(Input data)

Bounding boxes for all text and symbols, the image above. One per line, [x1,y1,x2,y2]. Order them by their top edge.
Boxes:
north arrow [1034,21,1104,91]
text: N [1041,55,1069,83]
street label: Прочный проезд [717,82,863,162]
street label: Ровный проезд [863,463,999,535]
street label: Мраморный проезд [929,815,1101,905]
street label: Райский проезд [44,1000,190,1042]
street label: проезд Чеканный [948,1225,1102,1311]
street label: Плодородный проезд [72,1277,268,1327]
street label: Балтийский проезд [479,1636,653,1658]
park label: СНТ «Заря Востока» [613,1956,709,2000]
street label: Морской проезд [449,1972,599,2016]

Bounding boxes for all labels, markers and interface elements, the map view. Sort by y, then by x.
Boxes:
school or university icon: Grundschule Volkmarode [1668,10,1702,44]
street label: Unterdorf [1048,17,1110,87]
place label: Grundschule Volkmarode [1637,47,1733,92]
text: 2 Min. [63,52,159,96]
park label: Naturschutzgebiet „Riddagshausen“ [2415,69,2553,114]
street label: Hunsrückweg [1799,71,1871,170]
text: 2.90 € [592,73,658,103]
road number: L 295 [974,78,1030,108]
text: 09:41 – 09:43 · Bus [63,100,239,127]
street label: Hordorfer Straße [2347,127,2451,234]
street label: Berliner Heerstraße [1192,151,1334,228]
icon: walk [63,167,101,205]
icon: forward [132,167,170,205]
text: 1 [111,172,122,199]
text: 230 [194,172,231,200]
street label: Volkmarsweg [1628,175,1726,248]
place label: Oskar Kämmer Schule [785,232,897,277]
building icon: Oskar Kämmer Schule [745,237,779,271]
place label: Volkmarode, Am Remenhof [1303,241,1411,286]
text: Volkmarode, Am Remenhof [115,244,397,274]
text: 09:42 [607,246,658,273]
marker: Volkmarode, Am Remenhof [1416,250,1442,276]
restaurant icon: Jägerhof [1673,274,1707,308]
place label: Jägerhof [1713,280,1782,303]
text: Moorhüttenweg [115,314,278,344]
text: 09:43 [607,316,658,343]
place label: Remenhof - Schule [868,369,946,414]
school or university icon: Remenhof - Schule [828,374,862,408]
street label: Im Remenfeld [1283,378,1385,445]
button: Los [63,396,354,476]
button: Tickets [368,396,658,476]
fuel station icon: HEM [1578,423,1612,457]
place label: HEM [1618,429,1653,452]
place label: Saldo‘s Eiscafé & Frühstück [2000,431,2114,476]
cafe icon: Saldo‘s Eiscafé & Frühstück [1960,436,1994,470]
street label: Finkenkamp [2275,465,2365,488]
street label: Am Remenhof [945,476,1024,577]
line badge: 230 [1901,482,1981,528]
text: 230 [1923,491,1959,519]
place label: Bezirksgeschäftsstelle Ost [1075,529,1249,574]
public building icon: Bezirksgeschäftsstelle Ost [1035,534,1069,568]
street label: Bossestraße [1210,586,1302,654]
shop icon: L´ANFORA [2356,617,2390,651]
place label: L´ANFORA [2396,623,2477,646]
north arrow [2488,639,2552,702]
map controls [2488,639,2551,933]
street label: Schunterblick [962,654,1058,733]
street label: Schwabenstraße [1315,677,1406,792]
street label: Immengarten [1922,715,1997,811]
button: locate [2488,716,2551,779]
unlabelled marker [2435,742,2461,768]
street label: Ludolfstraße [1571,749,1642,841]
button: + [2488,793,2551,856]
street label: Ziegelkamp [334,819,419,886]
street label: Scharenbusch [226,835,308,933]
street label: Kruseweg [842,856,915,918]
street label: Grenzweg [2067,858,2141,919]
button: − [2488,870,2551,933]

(End Input data)

#### About this exercise
When you find a line in the records that contains the word "place", copy it.

#### Solution below
place label: Grundschule Volkmarode [1637,47,1733,92]
place label: Oskar Kämmer Schule [785,232,897,277]
place label: Volkmarode, Am Remenhof [1303,241,1411,286]
place label: Jägerhof [1713,280,1782,303]
place label: Remenhof - Schule [868,369,946,414]
place label: HEM [1618,429,1653,452]
place label: Saldo‘s Eiscafé & Frühstück [2000,431,2114,476]
place label: Bezirksgeschäftsstelle Ost [1075,529,1249,574]
place label: L´ANFORA [2396,623,2477,646]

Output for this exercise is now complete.